» **Task brief**: Reproduce exactly, and nothing but, the lines between the one with "Dump the readable" and the end of the entries, both ends included.

» **Records for the exercise**:

= Beginning of Section =

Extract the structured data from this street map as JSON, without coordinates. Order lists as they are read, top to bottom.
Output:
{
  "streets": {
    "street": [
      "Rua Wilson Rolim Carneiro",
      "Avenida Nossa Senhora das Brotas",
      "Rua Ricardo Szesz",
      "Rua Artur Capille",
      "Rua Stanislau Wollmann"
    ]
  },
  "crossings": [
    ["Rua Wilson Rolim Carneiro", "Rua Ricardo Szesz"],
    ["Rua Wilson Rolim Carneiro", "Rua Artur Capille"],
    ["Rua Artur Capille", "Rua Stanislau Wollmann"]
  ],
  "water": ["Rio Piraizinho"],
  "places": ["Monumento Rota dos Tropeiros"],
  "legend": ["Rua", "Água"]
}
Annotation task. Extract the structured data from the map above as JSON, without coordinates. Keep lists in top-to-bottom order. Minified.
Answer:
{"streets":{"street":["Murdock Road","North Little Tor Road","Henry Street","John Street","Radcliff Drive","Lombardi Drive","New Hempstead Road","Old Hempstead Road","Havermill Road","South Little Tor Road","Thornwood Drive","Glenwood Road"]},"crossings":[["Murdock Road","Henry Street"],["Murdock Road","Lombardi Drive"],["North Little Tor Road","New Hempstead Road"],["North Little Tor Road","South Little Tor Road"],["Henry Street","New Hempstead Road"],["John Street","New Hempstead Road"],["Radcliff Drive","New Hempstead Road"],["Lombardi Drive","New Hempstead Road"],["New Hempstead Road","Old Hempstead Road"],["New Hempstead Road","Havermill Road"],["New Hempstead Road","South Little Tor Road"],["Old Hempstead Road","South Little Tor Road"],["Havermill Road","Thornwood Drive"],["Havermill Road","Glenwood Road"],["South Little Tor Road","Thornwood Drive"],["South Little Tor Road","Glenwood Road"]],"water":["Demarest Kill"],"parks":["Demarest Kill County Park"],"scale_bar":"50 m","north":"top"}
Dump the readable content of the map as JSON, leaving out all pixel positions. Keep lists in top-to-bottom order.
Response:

= End of Section =

» **The answer**:
Dump the readable content of the map as JSON, leaving out all pixel positions. Keep lists in top-to-bottom order.
Response:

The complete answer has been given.